Según Alix Silva, gerente de programas de Cool Earth, la crisis climática, con eventos como incendios, sequías y escasez de lluvias, está causando graves daños en la selva central. Los más afectados son los pueblos indígenas y comunidades nativas, cuyas vidas están estrechamente vinculadas a los bosques tropicales y sus recursos.
«Hoy, los pueblos indígenas enfrentamos un cambio drástico en nuestra forma de vivir debido al cambio climático. Observamos el aumento de incendios forestales en nuestras comunidades, afectando a nuestros hermanos asháninka: sus cultivos de yuca, plátano, cacao y café; sus plantas medicinales; y los animales que aún habitan en el bosque», menciona Ángel Pedro Valerio, presidente de la CARE.
Frente a este contexto, la iniciativa Paamari busca brindar herramientas y recursos para la prevención, mitigación y control de los incendios forestales que se presentan cada vez en mayor número y tienen un impacto cada día más grave en las comunidades nativas y en nuestra Amazonía.
Para ello, la creación y capacitación de 19 Comités de Vigilancia Forestal Comunitario conformados por 133 miembros de las comunidades Ashaninka que habitan la cuenca del río Ene es parte clave de la respuesta para hacer frente a los incendios forestales.

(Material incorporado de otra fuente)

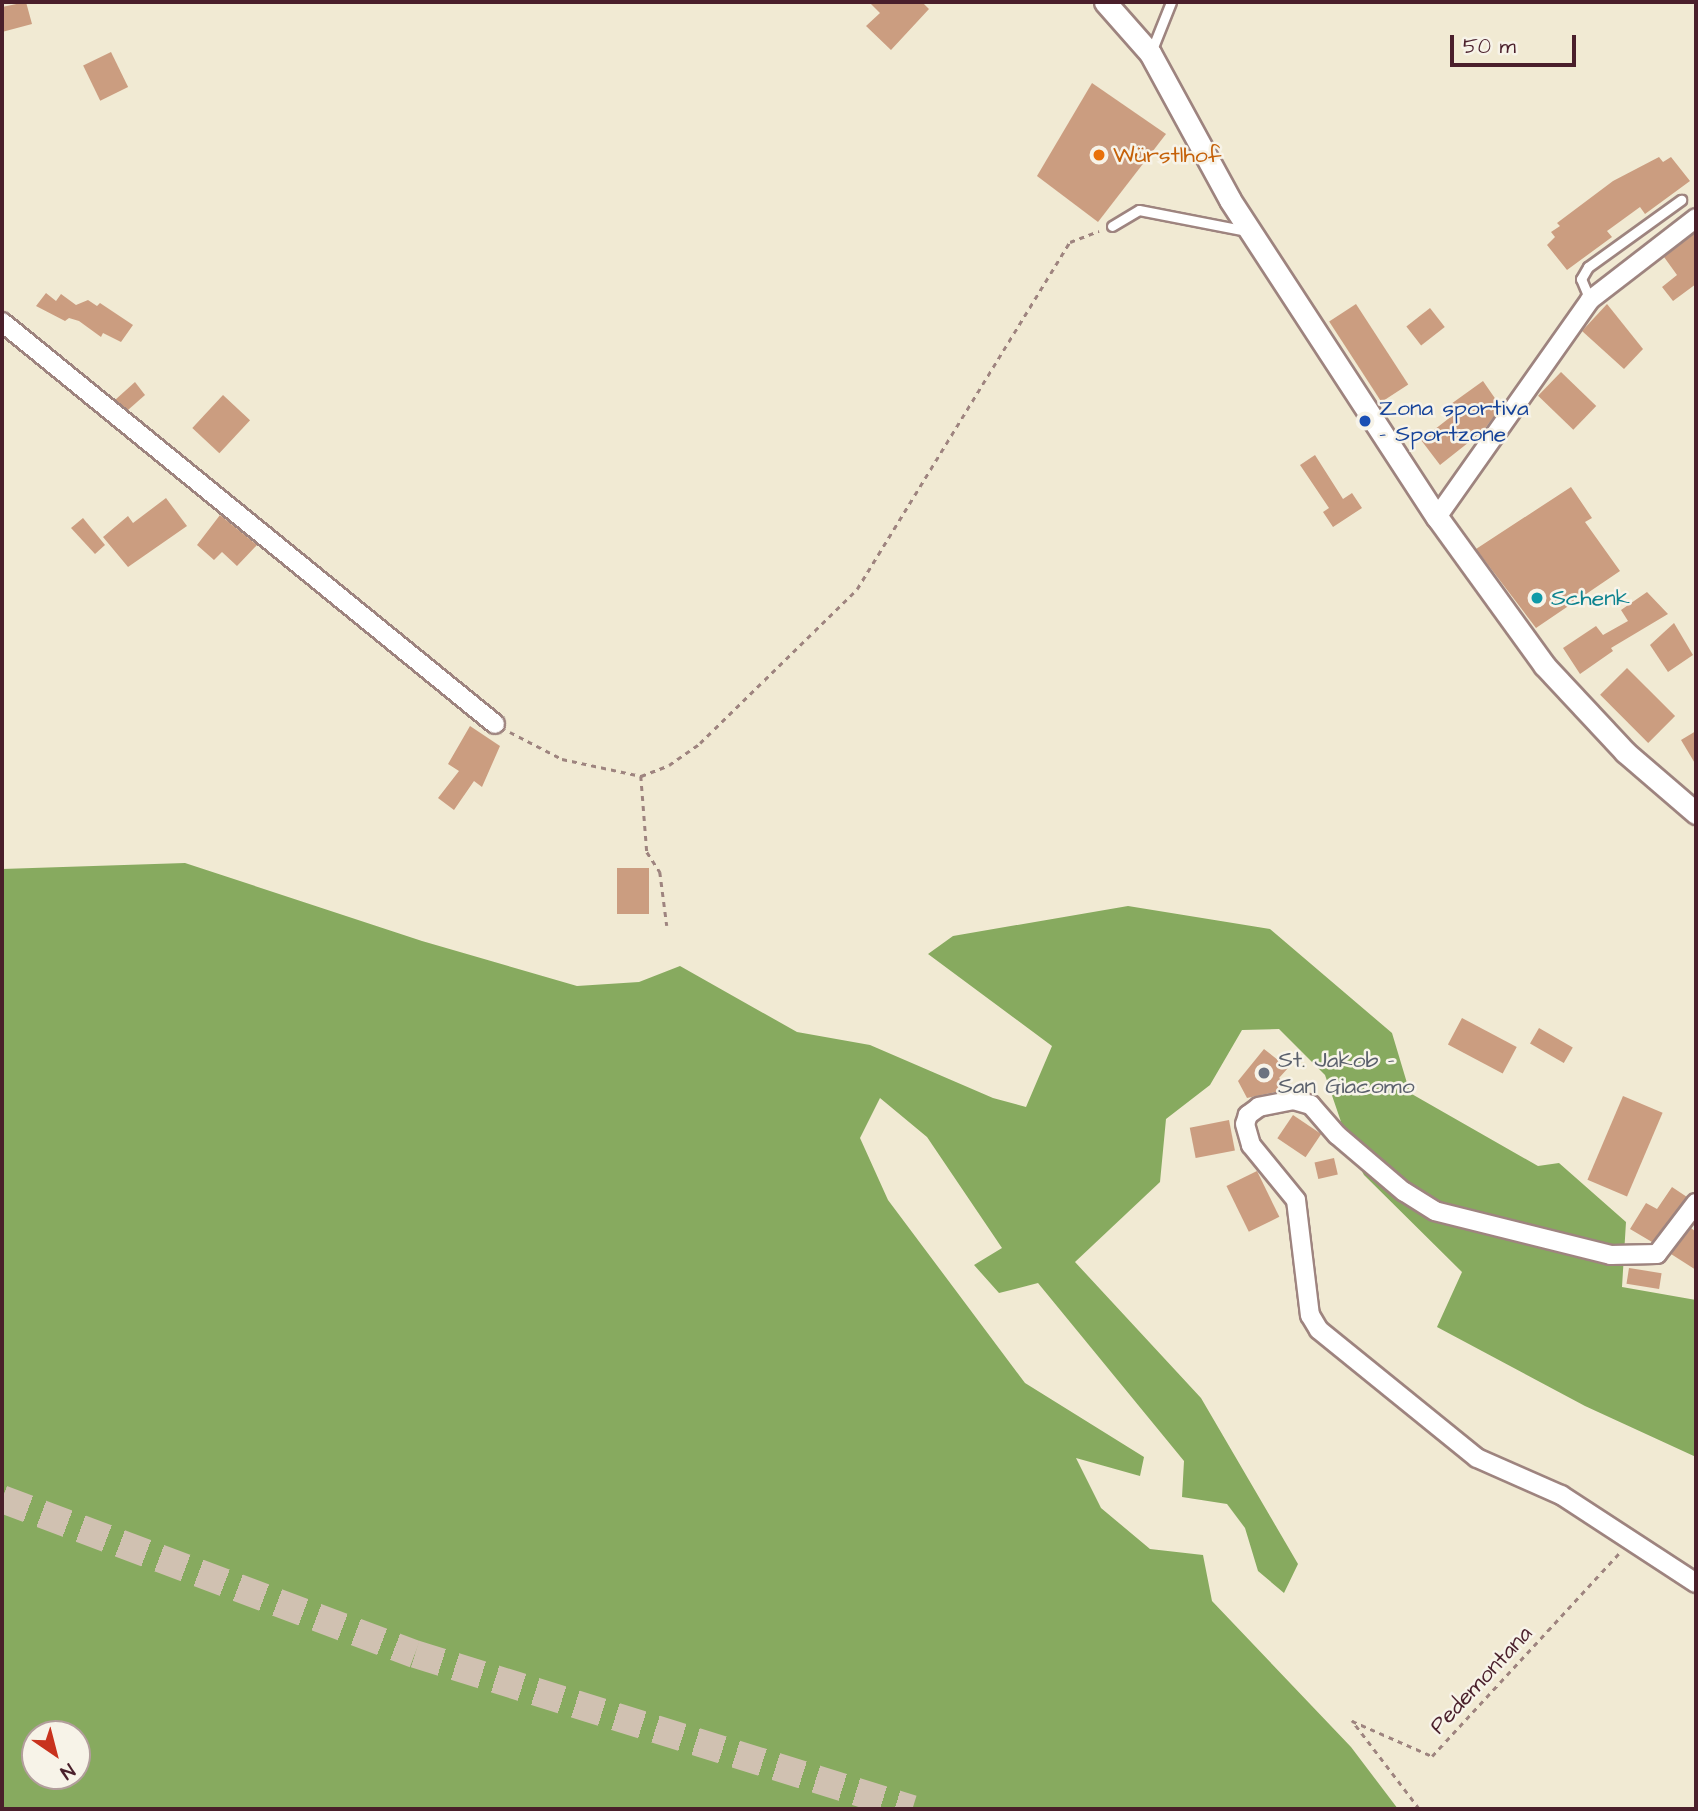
<!DOCTYPE html>
<meta charset="utf-8">
<style>
body{margin:0}
#map{position:relative;width:1698px;height:1811px;overflow:hidden;background:#f1ead3;font-family:"Architects Daughter",sans-serif}
div>[style]{position:absolute}
.forest>*{inset:0;background:#87aa5f}
.building>*{inset:0;background:#cb9d80;transform-origin:0 0}
.primary-tunnel>*{height:28px;margin-top:-14px;transform-origin:0;background:repeating-linear-gradient(90deg,#d0c1b1 0 28px,transparent 0 42px)}
.path>*{height:2.5px;margin-top:-1.25px;transform-origin:0;background:repeating-linear-gradient(90deg,#9e847f 0 5px,transparent 0 10px)}
.roads{filter:drop-shadow(2px 0 #9e847f) drop-shadow(-2px 0 #9e847f) drop-shadow(0 2px #9e847f) drop-shadow(0 -2px #9e847f)}
.service>*{height:9px;margin:-4.5px;padding:0 4.5px;transform-origin:4.5px;border-radius:4.5px;background:#fff}
.minor>*{height:18px;margin:-9px;padding:0 9px;transform-origin:9px;border-radius:9px;background:#fff}
.tertiary>*{height:21px;margin:-10.5px;padding:0 10.5px;transform-origin:10.5px;border-radius:10.5px;background:#fff}
.dots>*{width:19px;height:19px;translate:-50% -50%;box-sizing:border-box;border:4px solid #f7f3e8;border-radius:50%}
span{translate:-50% -50%;white-space:nowrap;text-align:center;line-height:1.15;-webkit-text-stroke:5px #f7f3e8;paint-order:stroke}
.food-label{font-size:23px;color:#c56008}
.left{translate:0 -50%;text-align:left}
.transit-label{font-size:23px;color:#164399}
.culture-label{font-size:23px;color:#0d838f}
.worship-label{font-size:23px;color:#5b616d}
.street-label{font-size:23px;color:#4a1f2b}
.frame{position:absolute;inset:0;border:4px solid #4a1f2b;pointer-events:none}
.north{position:absolute;left:21px;top:1720px;width:70px;height:70px;box-sizing:border-box;background:#f7f3e8;border:2px solid #b29e9c;border-radius:50%;rotate:145deg;font-size:19px;font-weight:700;line-height:28px;text-align:center;color:#4a1f2b}
.north::after{content:'';display:block;margin:auto;width:24px;height:32px;background:#c8321e;clip-path:polygon(50% 0,100% 100%,50% 72%,0 100%)}
.scale{position:absolute;left:1450px;top:35px;width:126px;height:32px;box-sizing:border-box;border:4px solid #4a1f2b;border-top:0;padding-left:9px;font-size:21px;line-height:24px;white-space:nowrap;color:#4a1f2b;-webkit-text-stroke:5px #f7f3e8;paint-order:stroke}
</style>
<div id="map">
<div class="forest">
<div style="clip-path:polygon(evenodd,185px 863px,422px 941px,577px 986px,639px 982px,680px 966px,797px 1032px,870px 1045px,993px 1098px,1026px 1107px,1052px 1046px,928px 954px,953px 936px,1128px 906px,1270px 929px,1392px 1033px,1410px 1093px,1538px 1166px,1559px 1163px,1626px 1222px,1622px 1287px,1696px 1300px,1696px 1457px,1585px 1406px,1437px 1327px,1462px 1272px,1364px 1175px,1351px 1151px,1325px 1075px,1279px 1029px,1242px 1030px,1210px 1085px,1166px 1119px,1160px 1182px,1075px 1262px,1201px 1398px,1298px 1564px,1284px 1593px,1258px 1571px,1245px 1528px,1227px 1504px,1182px 1497px,1184px 1461px,1038px 1283px,999px 1293px,974px 1265px,1002px 1248px,927px 1137px,880px 1098px,860px 1138px,888px 1200px,1025px 1383px,1144px 1457px,1140px 1476px,1076px 1458px,1101px 1508px,1150px 1549px,1203px 1555px,1212px 1601px,1351px 1747px,1398px 1809px,2px 1809px,2px 869px,185px 863px,35px 1734px,77px 1734px,77px 1776px,35px 1776px,35px 1734px)"></div>
</div>
<div class="building">
<div style="clip-path:polygon(26px 2px,32px 24px,2px 32px,2px 7px)"></div>
<div style="clip-path:polygon(869px 2px,922px 2px,929px 9px,891px 50px,866px 26px,880px 13px)"></div>
<div style="left:111px;top:52px;width:39px;height:31px;rotate:64deg"></div>
<div style="clip-path:polygon(1092px 83px,1166px 134px,1098px 222px,1037px 176px)"></div>
<div style="clip-path:polygon(1659px 157px,1663px 162px,1671px 157px,1690px 181px,1645px 214px,1640px 207px,1607px 231px,1612px 237px,1567px 270px,1547px 245px,1555px 237px,1551px 232px,1560px 226px,1557px 223px,1613px 181px)"></div>
<div style="clip-path:polygon(1696px 232px,1696px 284px,1673px 301px,1662px 287px,1677px 275px,1664px 257px)"></div>
<div style="clip-path:polygon(46px 293px,56px 301px,61px 294px,76px 305px,88px 300px,97px 306px,100px 303px,133px 325px,121px 342px,103px 333px,101px 337px,79px 321px,69px 318px,65px 321px,36px 306px)"></div>
<div style="left:1356px;top:304px;width:96px;height:32px;rotate:57deg"></div>
<div style="clip-path:polygon(1607px 304px,1643px 349px,1624px 369px,1582px 331px)"></div>
<div style="left:1430px;top:308px;width:24px;height:30px;rotate:52deg"></div>
<div style="left:1561px;top:372px;width:49px;height:33px;rotate:44deg"></div>
<div style="clip-path:polygon(1483px 381px,1501px 407px,1483px 431px,1440px 465px,1421px 440px,1457px 412px,1451px 404px)"></div>
<div style="clip-path:polygon(135px 382px,145px 395px,128px 410px,115px 400px)"></div>
<div style="left:223px;top:395px;width:37px;height:45px;rotate:43deg"></div>
<div style="clip-path:polygon(1315px 455px,1343px 499px,1352px 493px,1362px 508px,1333px 527px,1323px 512px,1329px 508px,1300px 465px)"></div>
<div style="clip-path:polygon(1571px 487px,1592px 518px,1585px 522px,1620px 571px,1536px 628px,1476px 549px)"></div>
<div style="clip-path:polygon(166px 498px,187px 526px,128px 567px,103px 537px,128px 516px,133px 523px)"></div>
<div style="clip-path:polygon(220px 515px,257px 545px,237px 566px,222px 552px,214px 560px,197px 545px)"></div>
<div style="clip-path:polygon(83px 518px,105px 545px,95px 554px,71px 528px)"></div>
<div style="clip-path:polygon(1647px 592px,1668px 614px,1611px 648px,1613px 651px,1580px 674px,1563px 648px,1596px 626px,1603px 635px,1628px 621px,1621px 610px)"></div>
<div style="clip-path:polygon(1674px 623px,1693px 655px,1668px 672px,1650px 645px)"></div>
<div style="left:1627px;top:668px;width:68px;height:38px;rotate:45deg"></div>
<div style="clip-path:polygon(470px 726px,500px 746px,482px 787px,474px 781px,454px 810px,438px 798px,459px 771px,448px 764px)"></div>
<div style="clip-path:polygon(1696px 731px,1696px 765px,1681px 740px)"></div>
<div style="left:617px;top:868px;width:32px;height:46px"></div>
<div style="left:1462px;top:1018px;width:62px;height:30px;rotate:28deg"></div>
<div style="left:1539px;top:1028px;width:39px;height:18px;rotate:30deg"></div>
<div style="clip-path:polygon(1264px 1049px,1288px 1068px,1279px 1078px,1284px 1082px,1276px 1092px,1247px 1098px,1238px 1081px)"></div>
<div style="left:1623px;top:1096px;width:43px;height:91px;rotate:23deg"></div>
<div style="left:1293px;top:1115px;width:34px;height:28px;rotate:34deg"></div>
<div style="left:1229px;top:1120px;width:31px;height:40px;rotate:79deg"></div>
<div style="left:1334px;top:1158px;width:17px;height:20px;rotate:77deg"></div>
<div style="left:1257px;top:1171px;width:51px;height:34px;rotate:64deg"></div>
<div style="clip-path:polygon(1672px 1187px,1687px 1197px,1652px 1242px,1630px 1229px,1646px 1203px,1657px 1209px)"></div>
<div style="clip-path:polygon(1691px 1228px,1696px 1232px,1696px 1270px,1671px 1254px)"></div>
<div style="left:1629px;top:1268px;width:33px;height:16px;rotate:9deg"></div>
</div>
<div class="primary-tunnel">
<div style="left:2px;top:1499px;width:441px;rotate:20.6deg"></div>
<div style="left:415px;top:1654px;width:521px;rotate:17.32deg"></div>
</div>
<div class="path">
<div style="left:510px;top:732px;width:59px;rotate:27.4deg"></div>
<div style="left:562px;top:759px;width:81px;rotate:12.1deg"></div>
<div style="left:641px;top:776px;width:30px;rotate:-21deg"></div>
<div style="left:669px;top:765px;width:38px;rotate:-35deg"></div>
<div style="left:700px;top:743px;width:220px;rotate:-44.4deg"></div>
<div style="left:857px;top:589px;width:407px;rotate:-58.5deg"></div>
<div style="left:1070px;top:242px;width:31px;rotate:-21deg"></div>
<div style="left:641px;top:776px;width:76px;rotate:85.5deg"></div>
<div style="left:647px;top:852px;width:24px;rotate:57deg"></div>
<div style="left:660px;top:872px;width:54px;rotate:82.6deg"></div>
<div style="left:1419px;top:1809px;width:111px;rotate:-127.3deg"></div>
<div style="left:1352px;top:1721px;width:87px;rotate:23.6deg"></div>
<div style="left:1432px;top:1756px;width:277px;rotate:-47.3deg"></div>
</div>
<div class="roads">
<div class="service">
<div style="left:1151px;top:52px;width:54px;rotate:-68.2deg"></div>
<div style="left:1112px;top:226px;width:31px;rotate:-31deg"></div>
<div style="left:1139px;top:210px;width:110px;rotate:11deg"></div>
<div style="left:1590px;top:300px;width:23px;rotate:-113deg"></div>
<div style="left:1581px;top:279px;width:14px;rotate:-60deg"></div>
<div style="left:1588px;top:267px;width:115px;rotate:-35.8deg"></div>
</div>
<div class="minor">
<div style="left:2px;top:322px;width:636px;rotate:39.19deg"></div>
<div style="left:1437px;top:517px;width:266px;rotate:-54.8deg"></div>
<div style="left:1590px;top:300px;width:134px;rotate:-37.7deg"></div>
<div style="left:1696px;top:1203px;width:64px;rotate:127.4deg"></div>
<div style="left:1657px;top:1254px;width:46px;rotate:178.8deg"></div>
<div style="left:1611px;top:1255px;width:181px;rotate:-166deg"></div>
<div style="left:1435px;top:1211px;width:36px;rotate:-148deg"></div>
<div style="left:1404px;top:1192px;width:88px;rotate:-139.6deg"></div>
<div style="left:1337px;top:1135px;width:40px;rotate:-131deg"></div>
<div style="left:1311px;top:1105px;width:18px;rotate:-164deg"></div>
<div style="left:1294px;top:1100px;width:36px;rotate:169deg"></div>
<div style="left:1259px;top:1107px;width:14px;rotate:144deg"></div>
<div style="left:1248px;top:1115px;width:9px;rotate:108deg"></div>
<div style="left:1245px;top:1124px;width:22px;rotate:74deg"></div>
<div style="left:1251px;top:1145px;width:71px;rotate:50.7deg"></div>
<div style="left:1296px;top:1200px;width:116px;rotate:83.1deg"></div>
<div style="left:1310px;top:1315px;width:17px;rotate:59deg"></div>
<div style="left:1319px;top:1330px;width:203px;rotate:39deg"></div>
<div style="left:1477px;top:1458px;width:92px;rotate:23.8deg"></div>
<div style="left:1561px;top:1495px;width:161px;rotate:33.1deg"></div>
</div>
<div class="tertiary">
<div style="left:1105px;top:2px;width:68px;rotate:48.6deg"></div>
<div style="left:1150px;top:53px;width:167px;rotate:61.4deg"></div>
<div style="left:1230px;top:200px;width:379px;rotate:56.9deg"></div>
<div style="left:1437px;top:517px;width:183px;rotate:54.1deg"></div>
<div style="left:1544px;top:665px;width:119px;rotate:47deg"></div>
<div style="left:1625px;top:752px;width:94px;rotate:40.7deg"></div>
</div>
</div>
<div class="dots">
<div style="left:1099px;top:155px;background:#e8710a"></div>
<div style="left:1365px;top:421px;background:#1a4fb4"></div>
<div style="left:1537px;top:598px;background:#0f9aa8"></div>
<div style="left:1264px;top:1073px;background:#6b7280"></div>
</div>
<div class="food-label">
<span class="left" style="left:1113px;top:155px">Würstlhof</span>
</div>
<div class="transit-label">
<span class="left" style="left:1379px;top:421px">Zona sportiva<br>- Sportzone</span>
</div>
<div class="culture-label">
<span class="left" style="left:1551px;top:598px">Schenk</span>
</div>
<div class="worship-label">
<span class="left" style="left:1278px;top:1073px">St. Jakob -<br>San Giacomo</span>
</div>
<div class="street-label">
<span style="left:1481px;top:1680px;rotate:-47deg">Pedemontana</span>
</div>
<div class="frame"></div>
<div class="north">N</div>
<div class="scale">50 m</div>
</div>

Comités de Vigilancia Forestal Comunitario
Los Comités de Vigilancia Forestal Comunitario, también conocidos como «Combatientes Forestales», desempeñan un papel vital en la prevención y control de incendios forestales en la Selva Central, beneficiando directamente a más de 5000 familias asháninka y protegiendo más de 242 000 hectáreas de bosque tropical en el departamento de Junín.
El proyecto Paamari viene combinando el profundo conocimiento del territorio de las y los asháninka con tecnologías esenciales, como imágenes satelitales, GPS, radios intercomunicadores y drones. Todo esto con la finalidad de garantizar la eficiencia en la labor preventiva y de reacción frente a los incendios.
El respaldo y trabajo de la mano de las comunidades es fundamental para la preservación de los ecosistemas y para contribuir a mitigar los impactos negativos de la crisis climática en la vida de los pueblos indígenas. Generar alertas sobre incendios en sus territorios reducirá la vulnerabilidad de estas comunidades frente a estos desastres, contribuye a decisiones estatales basadas en información y, además, a la protección del medio ambiente.